Photo by Rick Gush
I cleaned out the main compost bin this week and am really happy with the results. I’m doing some seeding and repotting these days, and the compost has allowed me to prepare what I think of as the potting soil of the gods. Plants and seedlings grow particularly well in this mix, and I even give my friends bags full of the stuff.
My potting soil recipe is simple: equal parts of sifted dirt and sifted compost mixed thoroughly. The only way to make this stuff better is to let it mature a bit. Two weeks after it’s mixed, the resultant soil is fully chemically active and alive with all the microorganisms that make soil fertile.

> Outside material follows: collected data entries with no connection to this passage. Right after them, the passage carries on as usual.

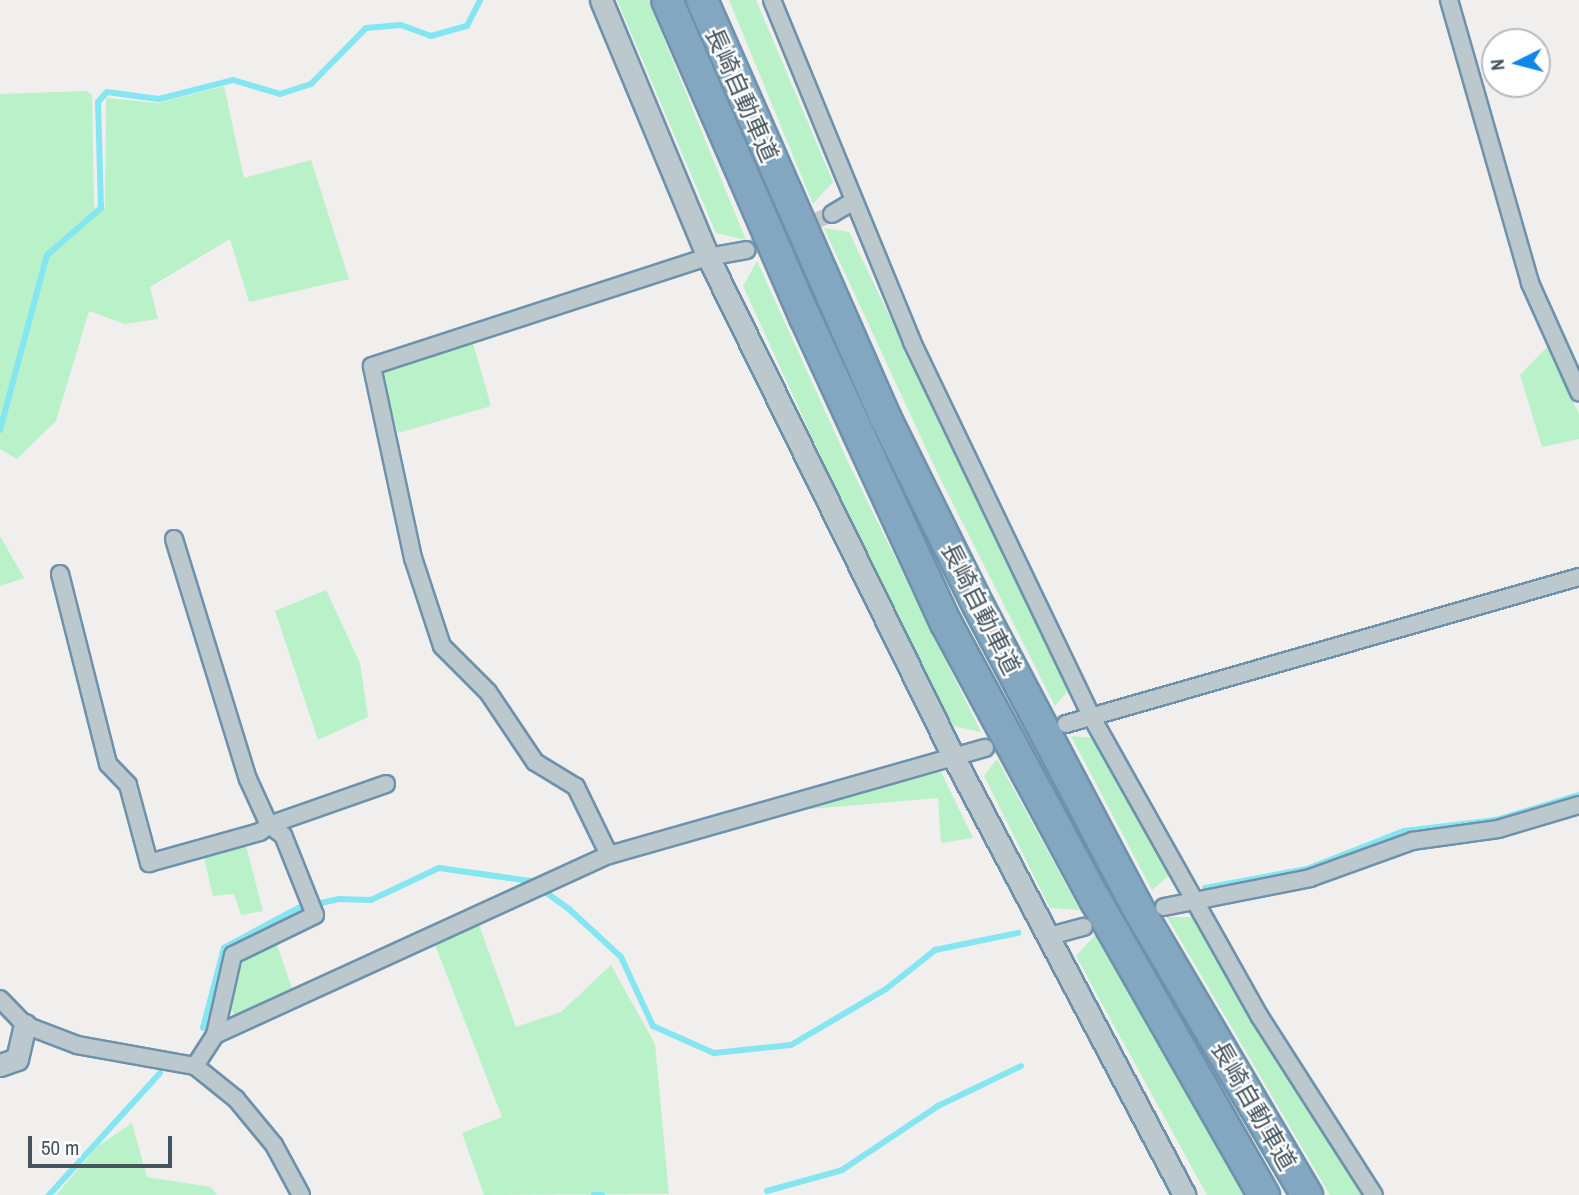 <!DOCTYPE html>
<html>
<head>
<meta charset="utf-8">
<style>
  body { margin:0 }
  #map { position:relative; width:1579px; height:1195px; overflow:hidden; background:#f1eeee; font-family:"Archivo Narrow","Noto Sans JP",sans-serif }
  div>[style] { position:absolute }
  .green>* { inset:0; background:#b9f1c9 }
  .stream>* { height:6px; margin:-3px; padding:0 3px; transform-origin:3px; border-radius:3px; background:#84e6f1 }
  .minor-tunnel>* { height:16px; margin-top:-8px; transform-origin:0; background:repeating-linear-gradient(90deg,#c6c8ca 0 16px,transparent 0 24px) }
  .roads { filter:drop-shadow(2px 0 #6e92ac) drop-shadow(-2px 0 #6e92ac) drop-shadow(0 2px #6e92ac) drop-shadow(0 -2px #6e92ac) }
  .minor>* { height:16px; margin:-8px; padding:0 8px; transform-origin:8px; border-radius:8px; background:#bbc8ce }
  .tertiary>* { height:21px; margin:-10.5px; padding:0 10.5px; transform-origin:10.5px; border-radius:10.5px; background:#bbc8ce }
  .motorway>* { height:30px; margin:-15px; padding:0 15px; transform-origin:15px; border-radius:15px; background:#83a7c0 }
  span { translate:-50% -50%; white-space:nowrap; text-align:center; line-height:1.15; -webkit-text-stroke:5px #fff; paint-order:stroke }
  .street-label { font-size:24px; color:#45545d }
  .north { position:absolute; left:1481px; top:28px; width:70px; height:70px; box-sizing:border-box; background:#fff; border:2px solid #b5bbbe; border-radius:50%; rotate:264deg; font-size:19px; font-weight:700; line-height:28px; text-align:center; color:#45545d }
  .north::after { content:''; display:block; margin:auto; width:24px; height:32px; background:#0e86ea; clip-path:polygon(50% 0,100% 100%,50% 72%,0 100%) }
  .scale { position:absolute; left:28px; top:1136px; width:144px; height:32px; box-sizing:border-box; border:4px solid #45545d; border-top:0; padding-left:9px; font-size:21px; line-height:24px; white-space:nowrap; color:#45545d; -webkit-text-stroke:5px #fff; paint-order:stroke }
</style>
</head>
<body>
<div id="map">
  <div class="green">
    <div style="clip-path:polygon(617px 0,648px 0,746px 240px,716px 233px)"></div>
    <div style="clip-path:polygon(729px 0,756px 0,833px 182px,813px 204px)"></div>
    <div style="clip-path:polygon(224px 86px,244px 178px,311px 160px,349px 279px,249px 302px,230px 239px,150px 287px,158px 319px,125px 324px,89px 311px,56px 421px,17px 459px,0 449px,0 94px,86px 91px,92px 95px,94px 207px,105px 210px,106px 98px,158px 103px)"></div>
    <div style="clip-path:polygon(824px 228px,849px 232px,1069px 690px,1055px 706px,937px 472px)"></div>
    <div style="clip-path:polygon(757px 261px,849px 464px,981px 732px,953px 726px,834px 485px,743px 286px)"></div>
    <div style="clip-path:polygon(472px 340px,491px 406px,398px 433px,381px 372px)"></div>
    <div style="clip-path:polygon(1547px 347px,1579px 414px,1579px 439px,1542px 447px,1520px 375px)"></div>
    <div style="clip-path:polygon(0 536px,24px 578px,0 586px)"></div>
    <div style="clip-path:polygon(326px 590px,360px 663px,368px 717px,318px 740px,275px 611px)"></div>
    <div style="clip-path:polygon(1071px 736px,1094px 738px,1171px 874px,1152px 890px)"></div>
    <div style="clip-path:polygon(997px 759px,1080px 910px,1050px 908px,984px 776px)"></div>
    <div style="clip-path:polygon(941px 772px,973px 838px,941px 843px,938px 798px,787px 811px)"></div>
    <div style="clip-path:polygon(245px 842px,263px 911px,241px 915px,234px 894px,213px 896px,203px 854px)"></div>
    <div style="clip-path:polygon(1167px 917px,1194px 917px,1362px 1195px,1330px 1195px)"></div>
    <div style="clip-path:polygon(478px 922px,516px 1027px,561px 1012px,611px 965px,655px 1044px,669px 1194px,484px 1195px,462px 1133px,502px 1117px,434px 942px)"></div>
    <div style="clip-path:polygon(1096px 934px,1247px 1195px,1207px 1195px,1076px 956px)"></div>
    <div style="clip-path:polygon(276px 942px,294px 994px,238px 1018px,229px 1008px,243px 961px)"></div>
    <div style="clip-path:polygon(132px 1123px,147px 1177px,211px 1187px,217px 1195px,56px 1195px,98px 1146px)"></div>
  </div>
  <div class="stream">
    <div style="left:0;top:430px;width:181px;rotate:-75deg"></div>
    <div style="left:47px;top:255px;width:72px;rotate:-41deg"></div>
    <div style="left:101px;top:208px;width:106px;rotate:-91.6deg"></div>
    <div style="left:98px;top:102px;width:13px;rotate:-48deg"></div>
    <div style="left:107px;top:92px;width:52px;rotate:7.7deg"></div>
    <div style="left:159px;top:99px;width:76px;rotate:-14.4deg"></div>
    <div style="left:233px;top:80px;width:49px;rotate:16.6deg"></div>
    <div style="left:280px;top:94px;width:33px;rotate:-18deg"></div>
    <div style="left:311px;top:84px;width:78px;rotate:-45.5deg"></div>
    <div style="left:366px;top:28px;width:35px;rotate:-5deg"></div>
    <div style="left:401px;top:25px;width:32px;rotate:20deg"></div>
    <div style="left:431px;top:36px;width:37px;rotate:-16deg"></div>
    <div style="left:467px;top:26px;width:29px;rotate:-63deg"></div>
    <div style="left:1205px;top:888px;width:104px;rotate:-10.6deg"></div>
    <div style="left:1307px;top:869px;width:104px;rotate:-21.4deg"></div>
    <div style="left:1404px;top:831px;width:93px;rotate:-6.8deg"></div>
    <div style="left:1496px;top:820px;width:87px;rotate:-16.8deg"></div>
    <div style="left:203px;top:1028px;width:83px;rotate:-75.3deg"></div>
    <div style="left:224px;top:948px;width:84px;rotate:-28.4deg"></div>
    <div style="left:298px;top:908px;width:42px;rotate:-12.4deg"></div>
    <div style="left:339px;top:899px;width:32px;rotate:2deg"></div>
    <div style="left:371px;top:900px;width:75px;rotate:-25.2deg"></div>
    <div style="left:439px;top:868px;width:92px;rotate:8.1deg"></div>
    <div style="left:530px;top:881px;width:48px;rotate:35.7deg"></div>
    <div style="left:569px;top:909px;width:71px;rotate:42.7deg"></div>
    <div style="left:621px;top:957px;width:76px;rotate:65.1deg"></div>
    <div style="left:653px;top:1026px;width:67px;rotate:23.9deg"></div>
    <div style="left:714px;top:1053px;width:77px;rotate:-5.9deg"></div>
    <div style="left:791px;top:1045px;width:110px;rotate:-30.5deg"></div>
    <div style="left:886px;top:989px;width:63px;rotate:-38.5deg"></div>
    <div style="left:935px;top:950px;width:85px;rotate:-11.6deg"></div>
    <div style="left:767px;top:1191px;width:78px;rotate:-15.6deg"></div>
    <div style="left:842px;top:1170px;width:115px;rotate:-33.7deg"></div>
    <div style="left:938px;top:1106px;width:92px;rotate:-25.7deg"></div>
    <div style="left:49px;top:1195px;width:165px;rotate:-47.7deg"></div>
    <div style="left:594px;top:1195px;width:8px"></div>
  </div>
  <div class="minor-tunnel">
    <div style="left:746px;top:250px;width:93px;rotate:-22.7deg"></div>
    <div style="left:985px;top:748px;width:67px;rotate:-16.5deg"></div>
  </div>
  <div class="roads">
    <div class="minor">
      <div style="left:772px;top:0;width:370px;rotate:67.7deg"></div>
      <div style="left:912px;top:342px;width:415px;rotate:64.4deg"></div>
      <div style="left:1091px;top:716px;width:345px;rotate:60.7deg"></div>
      <div style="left:1260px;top:1017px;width:211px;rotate:57.4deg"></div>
      <div style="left:1449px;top:0;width:294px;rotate:74deg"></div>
      <div style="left:1530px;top:283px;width:120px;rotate:65.8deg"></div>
      <div style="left:832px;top:214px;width:23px;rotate:-31deg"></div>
      <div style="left:174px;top:539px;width:251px;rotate:72.9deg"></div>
      <div style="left:248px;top:779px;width:51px;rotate:65.5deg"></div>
      <div style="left:269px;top:825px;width:17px;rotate:36deg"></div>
      <div style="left:283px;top:835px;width:86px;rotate:68.2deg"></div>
      <div style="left:315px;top:915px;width:91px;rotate:154deg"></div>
      <div style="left:233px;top:955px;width:82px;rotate:102.7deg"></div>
      <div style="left:60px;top:574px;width:196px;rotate:75.8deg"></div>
      <div style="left:108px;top:764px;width:29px;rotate:46deg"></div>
      <div style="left:128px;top:785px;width:81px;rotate:74.9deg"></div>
      <div style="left:149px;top:863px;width:115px;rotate:-15.6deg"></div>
      <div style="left:260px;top:832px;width:11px;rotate:-38deg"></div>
      <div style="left:269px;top:825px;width:124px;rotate:-19.3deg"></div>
      <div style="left:1066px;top:724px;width:534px;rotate:-15.99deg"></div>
      <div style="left:609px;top:855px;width:76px;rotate:-115.9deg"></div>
      <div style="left:576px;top:787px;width:48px;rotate:-148.6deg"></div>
      <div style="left:535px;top:762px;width:84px;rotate:-123.9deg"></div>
      <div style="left:488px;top:692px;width:65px;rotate:-135deg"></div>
      <div style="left:442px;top:646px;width:93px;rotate:-108.2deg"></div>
      <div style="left:413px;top:558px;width:196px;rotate:-102.1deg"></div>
      <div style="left:372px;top:366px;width:353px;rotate:-18deg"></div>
      <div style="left:708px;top:257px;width:39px;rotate:-10deg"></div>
      <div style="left:1164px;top:907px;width:149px;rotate:-11.2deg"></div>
      <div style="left:1310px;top:878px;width:109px;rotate:-19.9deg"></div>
      <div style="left:1412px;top:841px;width:87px;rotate:-7.9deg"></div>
      <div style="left:1498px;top:829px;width:84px;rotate:-16.5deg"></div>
      <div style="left:1046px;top:937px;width:39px;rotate:-15deg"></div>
      <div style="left:0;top:999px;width:36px;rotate:46deg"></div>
      <div style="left:25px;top:1025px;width:56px;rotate:21deg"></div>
      <div style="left:77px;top:1045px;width:120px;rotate:10.1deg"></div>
      <div style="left:195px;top:1066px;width:53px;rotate:38.8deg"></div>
      <div style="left:236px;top:1099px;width:60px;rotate:50.4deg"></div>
      <div style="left:274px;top:1145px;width:57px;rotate:61.6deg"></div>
      <div style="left:195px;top:1066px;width:37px;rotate:-57deg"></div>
      <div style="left:215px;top:1035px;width:433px;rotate:-24.6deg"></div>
      <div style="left:609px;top:855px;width:391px;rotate:-15.9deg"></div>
    </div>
    <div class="tertiary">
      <div style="left:601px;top:0;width:278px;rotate:67.4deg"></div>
      <div style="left:708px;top:257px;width:558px;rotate:63.85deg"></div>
      <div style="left:954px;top:758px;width:494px;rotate:62.2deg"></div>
      <div style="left:0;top:1065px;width:18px;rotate:-19deg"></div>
      <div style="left:17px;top:1059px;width:35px;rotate:-77deg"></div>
    </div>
    <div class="motorway">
      <div style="left:667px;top:0;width:346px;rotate:66.5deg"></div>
      <div style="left:805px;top:317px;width:337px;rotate:65.3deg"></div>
      <div style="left:946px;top:623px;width:316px;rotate:61.7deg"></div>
      <div style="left:1096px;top:901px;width:339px;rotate:60.3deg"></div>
      <div style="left:702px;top:0;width:458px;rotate:66.3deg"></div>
      <div style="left:886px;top:419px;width:208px;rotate:63.7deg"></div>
      <div style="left:978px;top:605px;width:339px;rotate:62.2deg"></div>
      <div style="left:1136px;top:905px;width:337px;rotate:59.5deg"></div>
    </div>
  </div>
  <div class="street-label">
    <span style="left:742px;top:95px;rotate:66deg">長崎自動車道</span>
    <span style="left:981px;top:609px;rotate:63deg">長崎自動車道</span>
    <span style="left:1254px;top:1106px;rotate:60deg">長崎自動車道</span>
  </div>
  <div class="north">N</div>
  <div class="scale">50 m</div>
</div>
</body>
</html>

Garden supply centers often sell bags of planting mix, but those bags usually contain only organic materials like ground up tree bark. The planting mixes are sterile, which can be good for some seeding situations, but otherwise they are a poor substitute for the real thing. The reason they contain only organic materials is mostly because that material is relatively light in weight, whereas dirt is pretty heavy. If the potting mix manufacturers put dirt in their mixes, the shipping costs would jump considerably, and they’d need to charge more for their product.
Photo by Rick Gush
Commercial nurseries also often use organic-only potting mixes because they are sterile and because they are much less expensive. When I worked in a snooty upscale nursery in California where they grew a lot of their own plants, they never skimped on this detail. There was a big area out back where dirt was sifted and sterilized before being mixed with various organic materials to prepare the potting mixes used in their growing operation.
When dirt is mixed with organic materials it provides not only a mineral fraction, but also an important electrochemical capacity that makes the flow of nutrient materials with the soil solution more robust. When I don’t have suitable compost to use, I do buy bags of planting mix, but then I always add a bunch of dirt to the mix before I use it.
I have three places I make compost with our kitchen waste and another pile where I put the big weeds and branches from the garden work. For a month or two, I pile in all the kitchen refuse and lots of the small garden weeds in one place, and then I switch places and pile in one of the other locations. The down time, when I’m not adding material, is the main cooking phase, and I usually turn the pile a few times during the next two months to allow oxygen to enter the pile.
Then, when the resulting compost is really cooked and dry, I am ready to sift it. I use the sifted out bigger pieces around the bases of the fruit trees and the fine sifted material is used in making potting soil and to enrich the soil in planting beds. I think the secret of compost is the high amounts of humic acids that are produced when organic materials like old plant parts are decomposed in an aerobic manner.